Série 100 anos de Fla x Flu – Flamengo 0 x 0 Fluminense – 1963 – O maior público do futebol brasileiro

Os vivos saíram de suas casas e os mortos de suas tumbas para assistir ao maior Fla-Flu de todos os tempos.” Assim definiu o jogo Nelson Rodrigues em sua coluna no Jornal O Globo. Esta partida, em especial, possui dimensões e recordes jamais superados por clubes em todo o mundo. Esses ingredientes transformam o clássico mais charmoso do Brasil em algo único! Ao longo da história, não faltaram episódios marcantes, tanto para o Flamengo quanto para o Fluminense.

O Campeonato Carioca de 1963 contou com treze participantes reunidos em um único grupo. O regulamento da época previa jogos de ida e volta, e o time com o maior número de pontos era declarado campeão.

O Flamengo realizou vinte e quatro jogos, marcando quarenta e seis gols, vencendo dezessete vezes, perdendo duas e empatando cinco. Além disso, sofreu dezessete gols. Foi uma campanha primorosa, com Silva se destacando como artilheiro do Flamengo no campeonato, com oito gols.
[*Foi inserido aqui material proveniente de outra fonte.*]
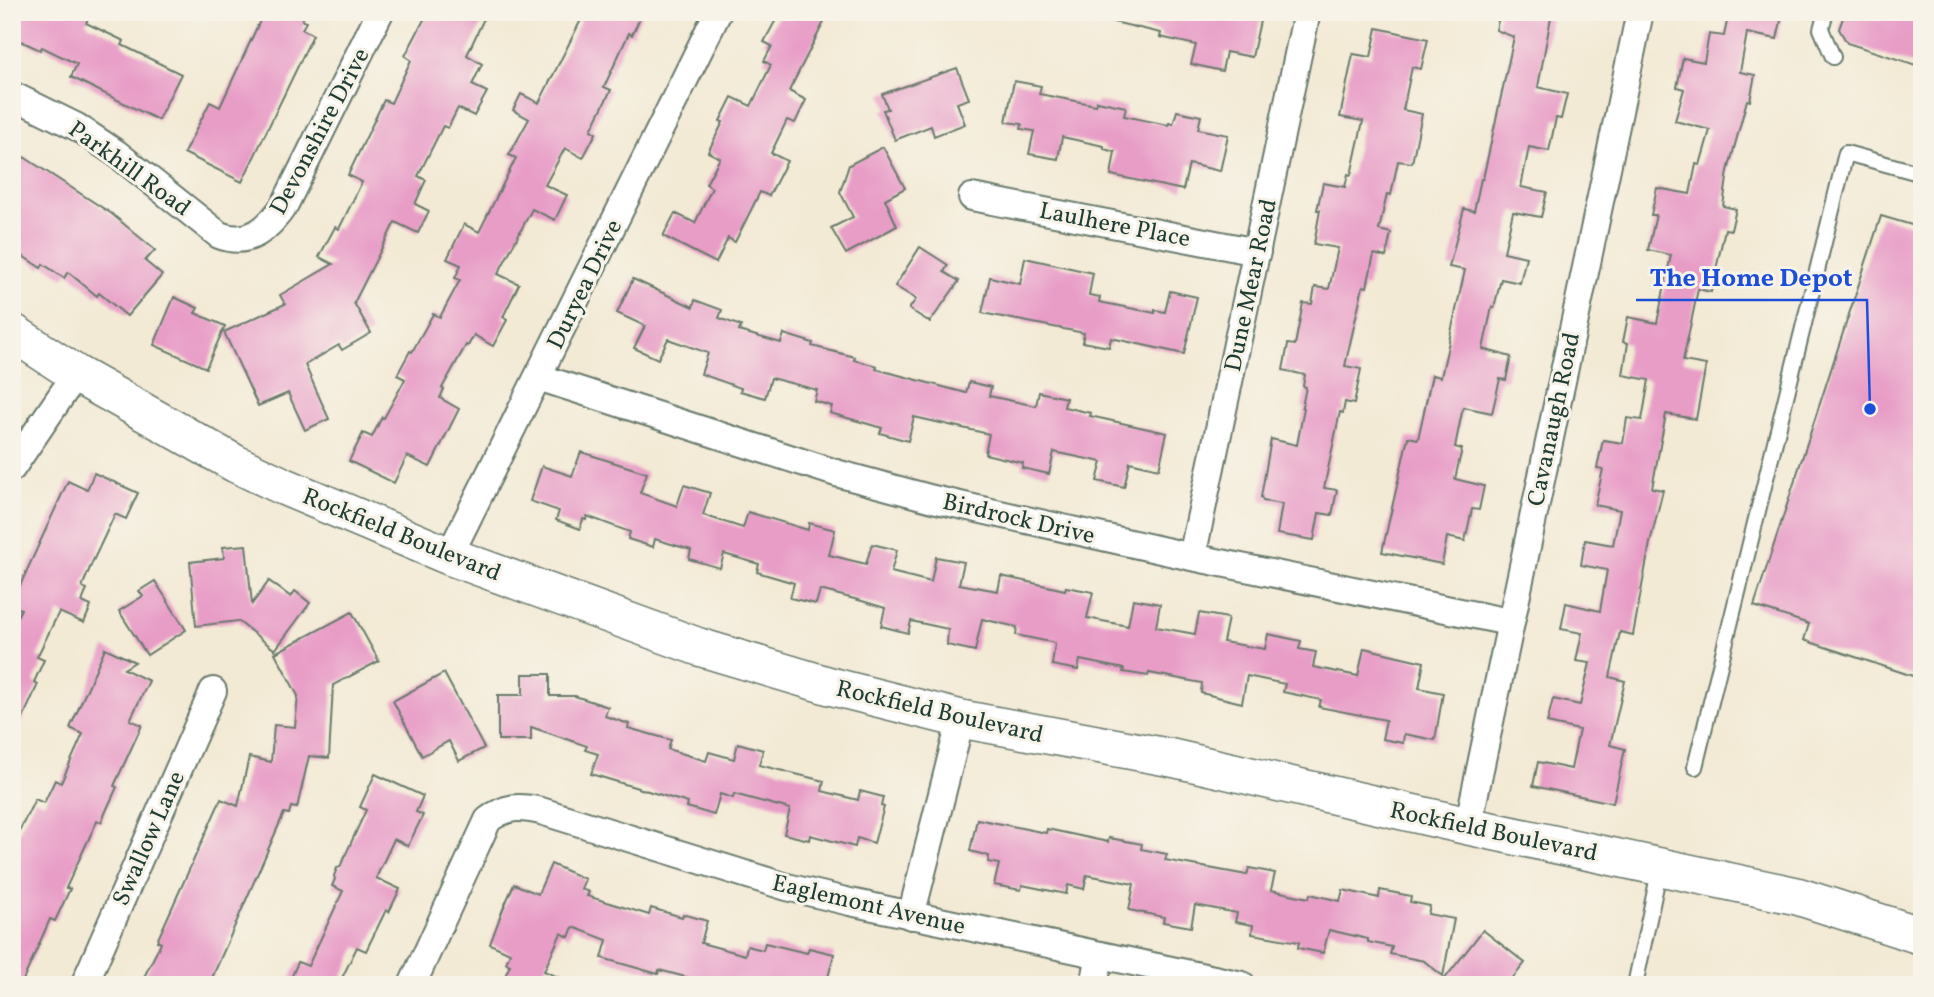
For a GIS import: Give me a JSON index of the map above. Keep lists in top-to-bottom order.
{
  "streets": {
    "main road": ["Rockfield Boulevard"],
    "street": [
      "Devonshire Drive",
      "Parkhill Road",
      "Laulhere Place",
      "Duryea Drive",
      "Dune Mear Road",
      "Cavanaugh Road",
      "Birdrock Drive",
      "Swallow Lane",
      "Eaglemont Avenue"
    ]
  },
  "crossings": [
    ["Devonshire Drive", "Parkhill Road"],
    ["Laulhere Place", "Dune Mear Road"],
    ["Duryea Drive", "Birdrock Drive"],
    ["Duryea Drive", "Rockfield Boulevard"],
    ["Dune Mear Road", "Birdrock Drive"],
    ["Cavanaugh Road", "Birdrock Drive"],
    ["Cavanaugh Road", "Rockfield Boulevard"]
  ],
  "places": ["The Home Depot"]
}
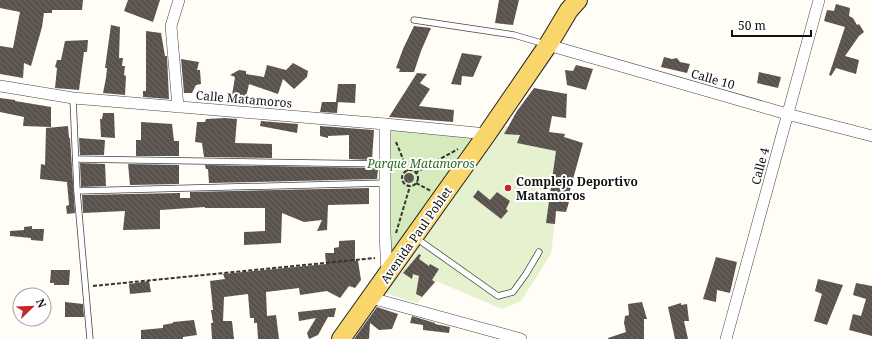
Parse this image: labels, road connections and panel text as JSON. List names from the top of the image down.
{
  "streets": {
    "main road": ["Avenida Paul Poblet"],
    "street": ["Calle 10", "Calle Matamoros", "Calle 4"]
  },
  "crossings": [
    ["Calle 10", "Calle 4"],
    ["Calle 10", "Avenida Paul Poblet"],
    ["Calle Matamoros", "Avenida Paul Poblet"]
  ],
  "parks": ["Parque Matamoros"],
  "places": ["Complejo Deportivo Matamoros"],
  "scale_bar": "50 m",
  "north": "top right"
}
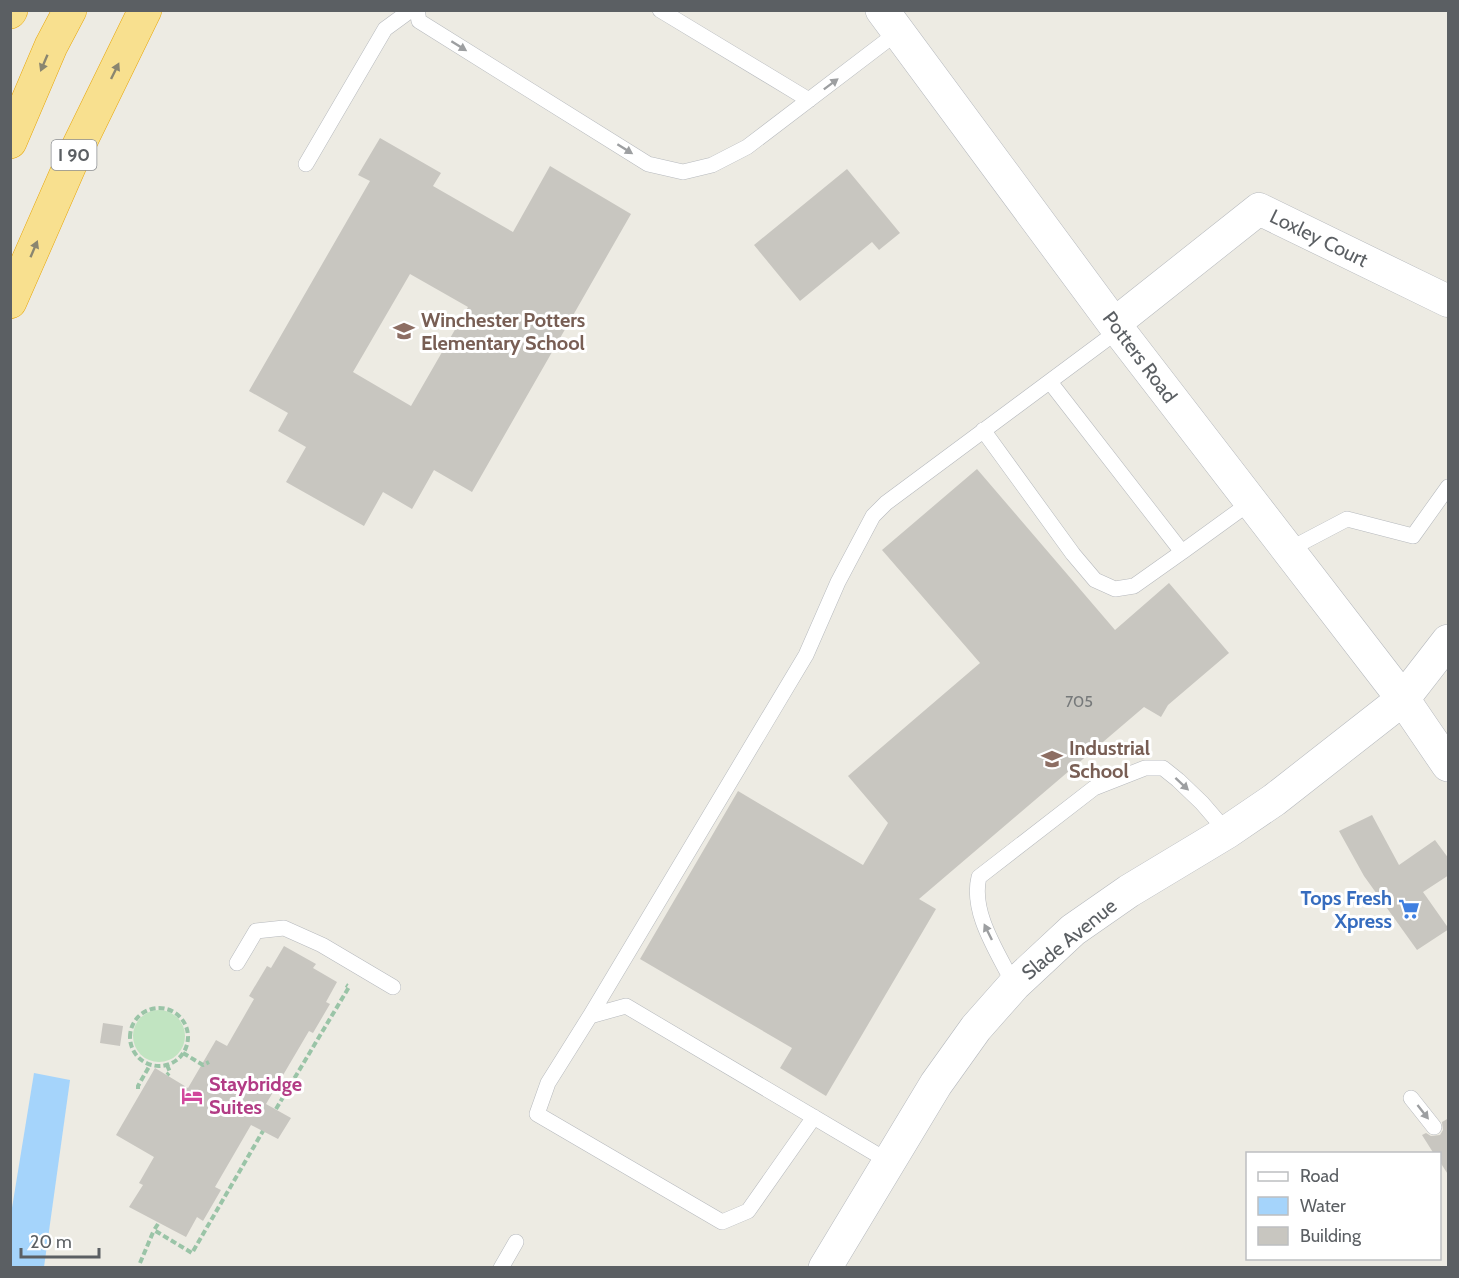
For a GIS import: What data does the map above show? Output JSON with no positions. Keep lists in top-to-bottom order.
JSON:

No dia 15 de dezembro de 1963, Flamengo e Fluminense entraram em campo para decidir o Campeonato Carioca daquele ano em um Maracanã com 177.656 pagantes e 194.603 presentes. Este é o maior público da história em jogos entre clubes no mundo. Esse número de pagantes só foi superado seis anos depois, com a Seleção Brasileira em um jogo contra o Paraguai, que teve 183.341 pagantes registrados no Maracanã, no dia 31 de agosto de 1969. Em termos de público presente, só a Seleção Brasileira supera o número registrado em 1950, na final da Copa contra o Uruguai, com 199.854 presentes, e em 1954, contra o Paraguai, com 195.513 presentes.

Ao Flamengo bastava um empate para se sagrar campeão; ao Fluminense, apenas a vitória interessava. O Flamengo foi a campo com Marcial; Murilo, Luís Carlos, Ananias e Paulo Henrique; Carlinhos e Nelsinho; Espanhol, Airton, Geraldo e Oswaldo. O técnico era o lendário Flávio Costa. O Fluminense, por sua vez, teve Castilho; Carlos Alberto Torres, Procópio, Dari e Altair; Oldair e Joaquinzinho; Edinho, Manoel, Evaldo e Escurinho, sob o comando do também lendário Fleitas Solich.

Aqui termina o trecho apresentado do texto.